**Task requirements**
The data that follows should be copied out exactly.

Material provided START

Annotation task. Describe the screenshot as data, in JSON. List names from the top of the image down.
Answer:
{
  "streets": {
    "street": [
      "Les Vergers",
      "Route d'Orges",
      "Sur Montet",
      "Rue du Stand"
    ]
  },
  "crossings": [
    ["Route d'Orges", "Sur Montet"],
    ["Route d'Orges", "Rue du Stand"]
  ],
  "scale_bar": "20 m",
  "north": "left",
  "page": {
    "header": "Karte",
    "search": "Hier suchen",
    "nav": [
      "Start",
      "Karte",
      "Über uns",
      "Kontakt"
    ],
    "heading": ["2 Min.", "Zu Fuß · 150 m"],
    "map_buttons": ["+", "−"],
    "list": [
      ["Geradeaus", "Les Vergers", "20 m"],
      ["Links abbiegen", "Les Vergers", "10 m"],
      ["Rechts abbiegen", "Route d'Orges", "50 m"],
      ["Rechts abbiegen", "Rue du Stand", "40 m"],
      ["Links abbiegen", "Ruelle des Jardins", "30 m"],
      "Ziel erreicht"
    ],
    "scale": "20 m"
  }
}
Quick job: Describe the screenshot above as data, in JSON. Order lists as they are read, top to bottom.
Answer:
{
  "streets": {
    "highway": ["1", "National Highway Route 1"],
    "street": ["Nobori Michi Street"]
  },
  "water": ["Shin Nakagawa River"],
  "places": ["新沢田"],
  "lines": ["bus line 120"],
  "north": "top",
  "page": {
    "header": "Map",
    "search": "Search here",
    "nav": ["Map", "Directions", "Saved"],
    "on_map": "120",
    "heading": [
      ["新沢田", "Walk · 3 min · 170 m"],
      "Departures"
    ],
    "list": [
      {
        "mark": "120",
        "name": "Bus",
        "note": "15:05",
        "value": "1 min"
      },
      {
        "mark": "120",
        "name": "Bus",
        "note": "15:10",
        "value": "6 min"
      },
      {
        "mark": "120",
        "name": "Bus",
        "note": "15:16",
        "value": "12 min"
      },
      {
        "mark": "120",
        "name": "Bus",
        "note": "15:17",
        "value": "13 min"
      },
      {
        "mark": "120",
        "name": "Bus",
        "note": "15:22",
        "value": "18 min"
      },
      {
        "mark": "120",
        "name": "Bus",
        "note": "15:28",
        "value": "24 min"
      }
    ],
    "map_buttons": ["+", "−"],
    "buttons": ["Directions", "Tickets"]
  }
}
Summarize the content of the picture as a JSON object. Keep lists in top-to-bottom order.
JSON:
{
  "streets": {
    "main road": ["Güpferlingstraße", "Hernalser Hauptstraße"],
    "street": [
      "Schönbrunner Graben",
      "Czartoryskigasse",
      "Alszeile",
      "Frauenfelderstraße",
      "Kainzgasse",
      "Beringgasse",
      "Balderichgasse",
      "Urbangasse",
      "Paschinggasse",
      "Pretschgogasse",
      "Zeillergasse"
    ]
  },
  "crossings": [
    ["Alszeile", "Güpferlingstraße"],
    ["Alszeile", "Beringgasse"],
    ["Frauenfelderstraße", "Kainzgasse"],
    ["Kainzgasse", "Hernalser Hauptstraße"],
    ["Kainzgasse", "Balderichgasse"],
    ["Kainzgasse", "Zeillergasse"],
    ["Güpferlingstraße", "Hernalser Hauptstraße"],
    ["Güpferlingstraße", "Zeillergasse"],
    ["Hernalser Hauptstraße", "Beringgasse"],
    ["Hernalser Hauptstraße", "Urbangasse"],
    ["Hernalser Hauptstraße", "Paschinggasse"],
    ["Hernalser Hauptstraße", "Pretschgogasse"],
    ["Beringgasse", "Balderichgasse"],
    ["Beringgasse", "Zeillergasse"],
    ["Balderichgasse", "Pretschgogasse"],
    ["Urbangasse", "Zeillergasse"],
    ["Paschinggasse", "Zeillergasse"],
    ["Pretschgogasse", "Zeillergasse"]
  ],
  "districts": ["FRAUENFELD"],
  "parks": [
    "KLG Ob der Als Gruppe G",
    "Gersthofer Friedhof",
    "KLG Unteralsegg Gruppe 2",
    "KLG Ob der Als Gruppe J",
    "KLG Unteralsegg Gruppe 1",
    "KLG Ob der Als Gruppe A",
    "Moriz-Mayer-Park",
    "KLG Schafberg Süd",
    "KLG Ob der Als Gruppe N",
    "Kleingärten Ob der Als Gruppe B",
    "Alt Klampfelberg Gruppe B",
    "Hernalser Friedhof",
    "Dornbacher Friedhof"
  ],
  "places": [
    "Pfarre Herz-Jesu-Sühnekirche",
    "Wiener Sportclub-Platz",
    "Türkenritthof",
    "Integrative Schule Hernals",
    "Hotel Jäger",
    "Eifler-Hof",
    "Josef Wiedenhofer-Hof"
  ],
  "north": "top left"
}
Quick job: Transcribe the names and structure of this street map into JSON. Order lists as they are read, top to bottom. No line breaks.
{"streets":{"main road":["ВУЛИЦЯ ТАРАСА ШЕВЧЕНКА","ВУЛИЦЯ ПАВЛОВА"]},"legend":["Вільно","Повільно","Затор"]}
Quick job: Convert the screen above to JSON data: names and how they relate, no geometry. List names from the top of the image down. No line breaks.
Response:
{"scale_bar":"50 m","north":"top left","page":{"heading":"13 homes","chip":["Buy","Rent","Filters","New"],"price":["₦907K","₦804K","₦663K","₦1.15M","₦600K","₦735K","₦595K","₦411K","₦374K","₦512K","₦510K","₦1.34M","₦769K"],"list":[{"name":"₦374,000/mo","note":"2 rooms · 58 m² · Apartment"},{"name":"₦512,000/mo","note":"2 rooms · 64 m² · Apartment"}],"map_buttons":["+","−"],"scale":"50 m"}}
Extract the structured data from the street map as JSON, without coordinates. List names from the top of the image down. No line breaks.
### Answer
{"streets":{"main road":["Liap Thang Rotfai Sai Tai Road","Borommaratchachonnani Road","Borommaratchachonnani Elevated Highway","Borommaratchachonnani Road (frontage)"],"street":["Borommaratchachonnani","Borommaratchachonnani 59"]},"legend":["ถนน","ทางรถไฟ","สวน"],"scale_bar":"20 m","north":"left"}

Material provided END

**Result below**
Annotation task. Describe the screenshot as data, in JSON. List names from the top of the image down.
Answer:
{
  "streets": {
    "street": [
      "Les Vergers",
      "Route d'Orges",
      "Sur Montet",
      "Rue du Stand"
    ]
  },
  "crossings": [
    ["Route d'Orges", "Sur Montet"],
    ["Route d'Orges", "Rue du Stand"]
  ],
  "scale_bar": "20 m",
  "north": "left",
  "page": {
    "header": "Karte",
    "search": "Hier suchen",
    "nav": [
      "Start",
      "Karte",
      "Über uns",
      "Kontakt"
    ],
    "heading": ["2 Min.", "Zu Fuß · 150 m"],
    "map_buttons": ["+", "−"],
    "list": [
      ["Geradeaus", "Les Vergers", "20 m"],
      ["Links abbiegen", "Les Vergers", "10 m"],
      ["Rechts abbiegen", "Route d'Orges", "50 m"],
      ["Rechts abbiegen", "Rue du Stand", "40 m"],
      ["Links abbiegen", "Ruelle des Jardins", "30 m"],
      "Ziel erreicht"
    ],
    "scale": "20 m"
  }
}
Quick job: Describe the screenshot above as data, in JSON. Order lists as they are read, top to bottom.
Answer:
{
  "streets": {
    "highway": ["1", "National Highway Route 1"],
    "street": ["Nobori Michi Street"]
  },
  "water": ["Shin Nakagawa River"],
  "places": ["新沢田"],
  "lines": ["bus line 120"],
  "north": "top",
  "page": {
    "header": "Map",
    "search": "Search here",
    "nav": ["Map", "Directions", "Saved"],
    "on_map": "120",
    "heading": [
      ["新沢田", "Walk · 3 min · 170 m"],
      "Departures"
    ],
    "list": [
      {
        "mark": "120",
        "name": "Bus",
        "note": "15:05",
        "value": "1 min"
      },
      {
        "mark": "120",
        "name": "Bus",
        "note": "15:10",
        "value": "6 min"
      },
      {
        "mark": "120",
        "name": "Bus",
        "note": "15:16",
        "value": "12 min"
      },
      {
        "mark": "120",
        "name": "Bus",
        "note": "15:17",
        "value": "13 min"
      },
      {
        "mark": "120",
        "name": "Bus",
        "note": "15:22",
        "value": "18 min"
      },
      {
        "mark": "120",
        "name": "Bus",
        "note": "15:28",
        "value": "24 min"
      }
    ],
    "map_buttons": ["+", "−"],
    "buttons": ["Directions", "Tickets"]
  }
}
Summarize the content of the picture as a JSON object. Keep lists in top-to-bottom order.
JSON:
{
  "streets": {
    "main road": ["Güpferlingstraße", "Hernalser Hauptstraße"],
    "street": [
      "Schönbrunner Graben",
      "Czartoryskigasse",
      "Alszeile",
      "Frauenfelderstraße",
      "Kainzgasse",
      "Beringgasse",
      "Balderichgasse",
      "Urbangasse",
      "Paschinggasse",
      "Pretschgogasse",
      "Zeillergasse"
    ]
  },
  "crossings": [
    ["Alszeile", "Güpferlingstraße"],
    ["Alszeile", "Beringgasse"],
    ["Frauenfelderstraße", "Kainzgasse"],
    ["Kainzgasse", "Hernalser Hauptstraße"],
    ["Kainzgasse", "Balderichgasse"],
    ["Kainzgasse", "Zeillergasse"],
    ["Güpferlingstraße", "Hernalser Hauptstraße"],
    ["Güpferlingstraße", "Zeillergasse"],
    ["Hernalser Hauptstraße", "Beringgasse"],
    ["Hernalser Hauptstraße", "Urbangasse"],
    ["Hernalser Hauptstraße", "Paschinggasse"],
    ["Hernalser Hauptstraße", "Pretschgogasse"],
    ["Beringgasse", "Balderichgasse"],
    ["Beringgasse", "Zeillergasse"],
    ["Balderichgasse", "Pretschgogasse"],
    ["Urbangasse", "Zeillergasse"],
    ["Paschinggasse", "Zeillergasse"],
    ["Pretschgogasse", "Zeillergasse"]
  ],
  "districts": ["FRAUENFELD"],
  "parks": [
    "KLG Ob der Als Gruppe G",
    "Gersthofer Friedhof",
    "KLG Unteralsegg Gruppe 2",
    "KLG Ob der Als Gruppe J",
    "KLG Unteralsegg Gruppe 1",
    "KLG Ob der Als Gruppe A",
    "Moriz-Mayer-Park",
    "KLG Schafberg Süd",
    "KLG Ob der Als Gruppe N",
    "Kleingärten Ob der Als Gruppe B",
    "Alt Klampfelberg Gruppe B",
    "Hernalser Friedhof",
    "Dornbacher Friedhof"
  ],
  "places": [
    "Pfarre Herz-Jesu-Sühnekirche",
    "Wiener Sportclub-Platz",
    "Türkenritthof",
    "Integrative Schule Hernals",
    "Hotel Jäger",
    "Eifler-Hof",
    "Josef Wiedenhofer-Hof"
  ],
  "north": "top left"
}
Quick job: Transcribe the names and structure of this street map into JSON. Order lists as they are read, top to bottom. No line breaks.
{"streets":{"main road":["ВУЛИЦЯ ТАРАСА ШЕВЧЕНКА","ВУЛИЦЯ ПАВЛОВА"]},"legend":["Вільно","Повільно","Затор"]}
Quick job: Convert the screen above to JSON data: names and how they relate, no geometry. List names from the top of the image down. No line breaks.
Response:
{"scale_bar":"50 m","north":"top left","page":{"heading":"13 homes","chip":["Buy","Rent","Filters","New"],"price":["₦907K","₦804K","₦663K","₦1.15M","₦600K","₦735K","₦595K","₦411K","₦374K","₦512K","₦510K","₦1.34M","₦769K"],"list":[{"name":"₦374,000/mo","note":"2 rooms · 58 m² · Apartment"},{"name":"₦512,000/mo","note":"2 rooms · 64 m² · Apartment"}],"map_buttons":["+","−"],"scale":"50 m"}}
Extract the structured data from the street map as JSON, without coordinates. List names from the top of the image down. No line breaks.
### Answer
{"streets":{"main road":["Liap Thang Rotfai Sai Tai Road","Borommaratchachonnani Road","Borommaratchachonnani Elevated Highway","Borommaratchachonnani Road (frontage)"],"street":["Borommaratchachonnani","Borommaratchachonnani 59"]},"legend":["ถนน","ทางรถไฟ","สวน"],"scale_bar":"20 m","north":"left"}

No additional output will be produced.